WHAT YOU SHOULD DO ▸ Could you retype the whole listing, word for word?

PROVIDED DATA ▸
== == ==

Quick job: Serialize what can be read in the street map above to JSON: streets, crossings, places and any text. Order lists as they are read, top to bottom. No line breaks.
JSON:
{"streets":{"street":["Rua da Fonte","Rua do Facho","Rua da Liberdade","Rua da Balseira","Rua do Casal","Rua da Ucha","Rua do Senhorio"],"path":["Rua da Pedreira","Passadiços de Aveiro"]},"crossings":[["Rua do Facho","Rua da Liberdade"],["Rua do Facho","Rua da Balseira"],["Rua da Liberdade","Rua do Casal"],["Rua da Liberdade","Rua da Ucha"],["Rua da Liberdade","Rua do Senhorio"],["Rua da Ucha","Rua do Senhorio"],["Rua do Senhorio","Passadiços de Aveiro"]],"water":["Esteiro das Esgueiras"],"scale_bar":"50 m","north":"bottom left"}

== == ==

EXERCISE RESPONSE ▸
Quick job: Serialize what can be read in the street map above to JSON: streets, crossings, places and any text. Order lists as they are read, top to bottom. No line breaks.
JSON:
{"streets":{"street":["Rua da Fonte","Rua do Facho","Rua da Liberdade","Rua da Balseira","Rua do Casal","Rua da Ucha","Rua do Senhorio"],"path":["Rua da Pedreira","Passadiços de Aveiro"]},"crossings":[["Rua do Facho","Rua da Liberdade"],["Rua do Facho","Rua da Balseira"],["Rua da Liberdade","Rua do Casal"],["Rua da Liberdade","Rua da Ucha"],["Rua da Liberdade","Rua do Senhorio"],["Rua da Ucha","Rua do Senhorio"],["Rua do Senhorio","Passadiços de Aveiro"]],"water":["Esteiro das Esgueiras"],"scale_bar":"50 m","north":"bottom left"}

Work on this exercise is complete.